>> Thousands of Turks are walking to Istanbul from Ankara to demand justice. The march began as a protest against the jailing of an opposition lawmaker. But it's become a wider demonstration against the government's crackdown following last July's failed coup. That's seen tens of thousands of politicians, journalists, and civil servants arrested for suspected links to the coup plotters.
>> I'm Reuters' Emily Wither. Many of the protestors here are wearing T-shirts and holding banners that say adalet, meaning justice. They've been marching now, some for over 20 days. And they're a day or so away from their final destination, Istanbul. And as they get closer towards the city, more and more people are joining them.

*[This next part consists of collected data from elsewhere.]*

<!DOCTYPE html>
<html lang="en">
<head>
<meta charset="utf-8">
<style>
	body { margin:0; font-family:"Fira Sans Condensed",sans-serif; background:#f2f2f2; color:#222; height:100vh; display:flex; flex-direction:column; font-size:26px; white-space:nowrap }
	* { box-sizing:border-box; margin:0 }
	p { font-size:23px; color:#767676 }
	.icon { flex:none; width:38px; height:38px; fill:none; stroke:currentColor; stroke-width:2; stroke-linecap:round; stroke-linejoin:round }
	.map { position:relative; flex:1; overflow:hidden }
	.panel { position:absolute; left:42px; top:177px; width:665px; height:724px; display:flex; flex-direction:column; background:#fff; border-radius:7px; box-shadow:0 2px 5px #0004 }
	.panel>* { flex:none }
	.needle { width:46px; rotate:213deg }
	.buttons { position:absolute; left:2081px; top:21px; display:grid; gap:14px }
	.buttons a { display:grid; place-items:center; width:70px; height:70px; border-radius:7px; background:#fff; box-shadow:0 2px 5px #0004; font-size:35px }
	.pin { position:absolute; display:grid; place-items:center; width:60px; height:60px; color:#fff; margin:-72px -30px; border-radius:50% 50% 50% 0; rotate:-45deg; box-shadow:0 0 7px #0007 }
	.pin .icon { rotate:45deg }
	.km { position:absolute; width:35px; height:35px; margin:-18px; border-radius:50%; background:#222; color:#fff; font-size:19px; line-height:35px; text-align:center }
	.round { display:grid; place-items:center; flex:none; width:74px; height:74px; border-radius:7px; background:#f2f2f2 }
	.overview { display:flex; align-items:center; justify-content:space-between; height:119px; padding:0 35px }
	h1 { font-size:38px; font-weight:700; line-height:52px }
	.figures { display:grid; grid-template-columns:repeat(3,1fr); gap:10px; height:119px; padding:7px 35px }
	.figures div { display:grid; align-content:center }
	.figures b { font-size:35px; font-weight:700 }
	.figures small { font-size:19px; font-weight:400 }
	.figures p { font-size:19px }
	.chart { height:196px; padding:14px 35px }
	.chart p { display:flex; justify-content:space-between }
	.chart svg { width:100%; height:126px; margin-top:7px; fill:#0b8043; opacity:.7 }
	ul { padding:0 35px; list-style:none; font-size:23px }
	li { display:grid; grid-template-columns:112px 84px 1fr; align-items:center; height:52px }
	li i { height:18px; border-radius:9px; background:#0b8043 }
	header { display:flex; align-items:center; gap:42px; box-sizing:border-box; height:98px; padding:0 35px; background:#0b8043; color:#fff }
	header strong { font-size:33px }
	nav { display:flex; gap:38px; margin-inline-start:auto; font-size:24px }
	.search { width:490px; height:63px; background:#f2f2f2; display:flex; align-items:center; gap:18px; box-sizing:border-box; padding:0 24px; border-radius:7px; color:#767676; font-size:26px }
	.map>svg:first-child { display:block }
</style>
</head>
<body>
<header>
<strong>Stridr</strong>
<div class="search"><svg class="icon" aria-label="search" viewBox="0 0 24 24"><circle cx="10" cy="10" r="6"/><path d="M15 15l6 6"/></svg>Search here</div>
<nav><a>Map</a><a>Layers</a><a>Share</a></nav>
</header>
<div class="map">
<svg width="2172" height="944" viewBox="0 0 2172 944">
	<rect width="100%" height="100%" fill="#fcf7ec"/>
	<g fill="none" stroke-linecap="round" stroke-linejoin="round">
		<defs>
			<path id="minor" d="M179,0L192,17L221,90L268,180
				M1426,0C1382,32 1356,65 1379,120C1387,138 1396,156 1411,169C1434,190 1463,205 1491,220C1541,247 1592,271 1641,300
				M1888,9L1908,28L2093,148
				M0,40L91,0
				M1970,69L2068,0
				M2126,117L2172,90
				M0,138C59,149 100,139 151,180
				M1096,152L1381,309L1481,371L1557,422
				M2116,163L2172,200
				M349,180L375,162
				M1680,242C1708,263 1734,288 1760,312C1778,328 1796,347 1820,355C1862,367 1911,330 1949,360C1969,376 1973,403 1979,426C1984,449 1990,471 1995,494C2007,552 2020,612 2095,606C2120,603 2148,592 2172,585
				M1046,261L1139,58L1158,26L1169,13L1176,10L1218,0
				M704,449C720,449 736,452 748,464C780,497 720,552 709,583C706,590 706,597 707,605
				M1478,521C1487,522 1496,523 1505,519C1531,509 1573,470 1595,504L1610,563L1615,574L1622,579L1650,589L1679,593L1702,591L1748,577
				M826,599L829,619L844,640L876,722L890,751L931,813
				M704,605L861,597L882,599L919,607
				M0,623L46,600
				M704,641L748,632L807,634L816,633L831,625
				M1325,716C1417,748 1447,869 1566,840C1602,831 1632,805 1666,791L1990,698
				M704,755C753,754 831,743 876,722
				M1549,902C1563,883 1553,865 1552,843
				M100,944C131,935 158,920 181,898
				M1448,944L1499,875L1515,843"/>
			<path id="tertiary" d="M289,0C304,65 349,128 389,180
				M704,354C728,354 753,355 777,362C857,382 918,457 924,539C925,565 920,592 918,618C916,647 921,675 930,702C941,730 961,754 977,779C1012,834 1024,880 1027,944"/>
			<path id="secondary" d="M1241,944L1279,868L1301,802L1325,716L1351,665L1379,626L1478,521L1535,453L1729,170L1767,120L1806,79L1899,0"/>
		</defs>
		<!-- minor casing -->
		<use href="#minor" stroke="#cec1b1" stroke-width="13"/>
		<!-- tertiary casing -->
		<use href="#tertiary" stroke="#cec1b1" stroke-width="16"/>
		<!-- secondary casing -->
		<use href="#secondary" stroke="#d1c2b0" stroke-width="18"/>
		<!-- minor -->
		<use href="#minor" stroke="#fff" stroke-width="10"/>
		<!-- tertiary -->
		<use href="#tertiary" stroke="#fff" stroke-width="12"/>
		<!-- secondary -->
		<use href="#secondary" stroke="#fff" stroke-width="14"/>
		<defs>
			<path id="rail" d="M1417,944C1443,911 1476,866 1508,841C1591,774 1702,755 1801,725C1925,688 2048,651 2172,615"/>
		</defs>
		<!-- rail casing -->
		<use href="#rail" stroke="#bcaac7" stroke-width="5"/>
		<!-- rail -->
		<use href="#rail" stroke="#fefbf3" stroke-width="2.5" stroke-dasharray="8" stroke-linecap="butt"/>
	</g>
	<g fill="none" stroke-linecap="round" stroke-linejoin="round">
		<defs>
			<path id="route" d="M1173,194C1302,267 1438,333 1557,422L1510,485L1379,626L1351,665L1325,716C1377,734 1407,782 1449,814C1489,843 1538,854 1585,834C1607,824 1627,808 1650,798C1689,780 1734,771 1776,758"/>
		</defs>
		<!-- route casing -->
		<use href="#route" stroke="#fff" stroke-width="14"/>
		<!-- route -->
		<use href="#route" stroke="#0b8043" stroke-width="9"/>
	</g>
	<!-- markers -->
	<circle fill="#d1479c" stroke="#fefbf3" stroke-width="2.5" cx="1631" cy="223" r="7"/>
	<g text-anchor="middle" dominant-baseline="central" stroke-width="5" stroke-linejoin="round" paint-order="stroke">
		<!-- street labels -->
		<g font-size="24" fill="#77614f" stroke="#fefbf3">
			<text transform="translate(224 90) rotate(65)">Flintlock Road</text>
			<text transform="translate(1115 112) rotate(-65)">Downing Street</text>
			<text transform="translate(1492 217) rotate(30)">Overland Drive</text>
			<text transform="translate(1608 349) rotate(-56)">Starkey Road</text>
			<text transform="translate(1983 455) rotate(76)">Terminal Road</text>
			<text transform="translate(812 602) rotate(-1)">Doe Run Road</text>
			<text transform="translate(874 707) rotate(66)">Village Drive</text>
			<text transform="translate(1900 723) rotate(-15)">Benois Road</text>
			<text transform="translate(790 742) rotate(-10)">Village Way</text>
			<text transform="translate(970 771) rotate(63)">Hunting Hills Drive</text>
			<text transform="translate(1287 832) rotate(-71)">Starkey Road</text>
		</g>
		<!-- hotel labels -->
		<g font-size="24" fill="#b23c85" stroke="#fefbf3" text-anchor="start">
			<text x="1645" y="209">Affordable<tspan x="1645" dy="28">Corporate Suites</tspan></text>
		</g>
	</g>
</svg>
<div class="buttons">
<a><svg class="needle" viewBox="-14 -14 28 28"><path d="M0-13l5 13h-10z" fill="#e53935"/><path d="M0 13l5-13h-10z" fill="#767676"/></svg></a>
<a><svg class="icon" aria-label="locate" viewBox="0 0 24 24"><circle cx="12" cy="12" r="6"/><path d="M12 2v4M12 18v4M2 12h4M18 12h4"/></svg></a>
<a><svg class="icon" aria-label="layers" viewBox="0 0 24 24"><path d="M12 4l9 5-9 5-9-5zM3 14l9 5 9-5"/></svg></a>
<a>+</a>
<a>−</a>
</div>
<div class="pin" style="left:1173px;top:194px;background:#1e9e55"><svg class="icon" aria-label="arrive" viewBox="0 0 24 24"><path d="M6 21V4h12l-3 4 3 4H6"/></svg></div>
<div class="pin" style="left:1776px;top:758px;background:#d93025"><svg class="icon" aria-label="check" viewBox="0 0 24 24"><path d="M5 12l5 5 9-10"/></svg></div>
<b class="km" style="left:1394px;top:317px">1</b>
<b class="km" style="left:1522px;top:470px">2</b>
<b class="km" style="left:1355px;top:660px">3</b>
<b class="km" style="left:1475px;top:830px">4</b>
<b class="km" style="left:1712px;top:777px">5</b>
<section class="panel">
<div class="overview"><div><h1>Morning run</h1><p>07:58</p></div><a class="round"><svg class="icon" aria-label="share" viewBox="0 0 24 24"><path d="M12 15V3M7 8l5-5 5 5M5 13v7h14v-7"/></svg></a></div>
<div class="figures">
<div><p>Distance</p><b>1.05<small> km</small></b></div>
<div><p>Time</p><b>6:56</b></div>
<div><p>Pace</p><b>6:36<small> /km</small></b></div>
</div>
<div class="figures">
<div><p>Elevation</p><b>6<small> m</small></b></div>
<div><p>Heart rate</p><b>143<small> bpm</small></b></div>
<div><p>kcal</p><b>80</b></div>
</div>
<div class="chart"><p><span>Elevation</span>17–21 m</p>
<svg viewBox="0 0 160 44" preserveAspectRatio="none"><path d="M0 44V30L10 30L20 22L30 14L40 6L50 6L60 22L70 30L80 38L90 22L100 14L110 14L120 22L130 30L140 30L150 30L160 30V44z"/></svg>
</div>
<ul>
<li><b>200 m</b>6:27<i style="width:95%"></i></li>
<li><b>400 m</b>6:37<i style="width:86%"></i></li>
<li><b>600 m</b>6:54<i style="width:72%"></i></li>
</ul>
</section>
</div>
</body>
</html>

>> Turkey's political opposition are deeply divided, but there's a sense here that this march is uniting them. We caught up with one of the lawmakers from the opposition, CHP.>> Tell us a little bit about where you think this is going. Is this the beginning of wider protest?
>> Yes, it's the beginning of definitely a larger thing. A march, per se, doesn't have to happen literally, right? This has to be a march towards democracy. So, if you ask me, it should definitely not end with the large rally we're gonna hold. This rally and the walk that leads up to the rally is only a step towards that democracy.
> Turkish President Tayyip Erdogan accuses the marchers of acting together with terrorist groups. Erdogan remains popular here. Security is high as rumors circulate of counter-protests ahead of Sunday's rally in Istanbul. But marchers say their protest won't end there. This is just the beginning.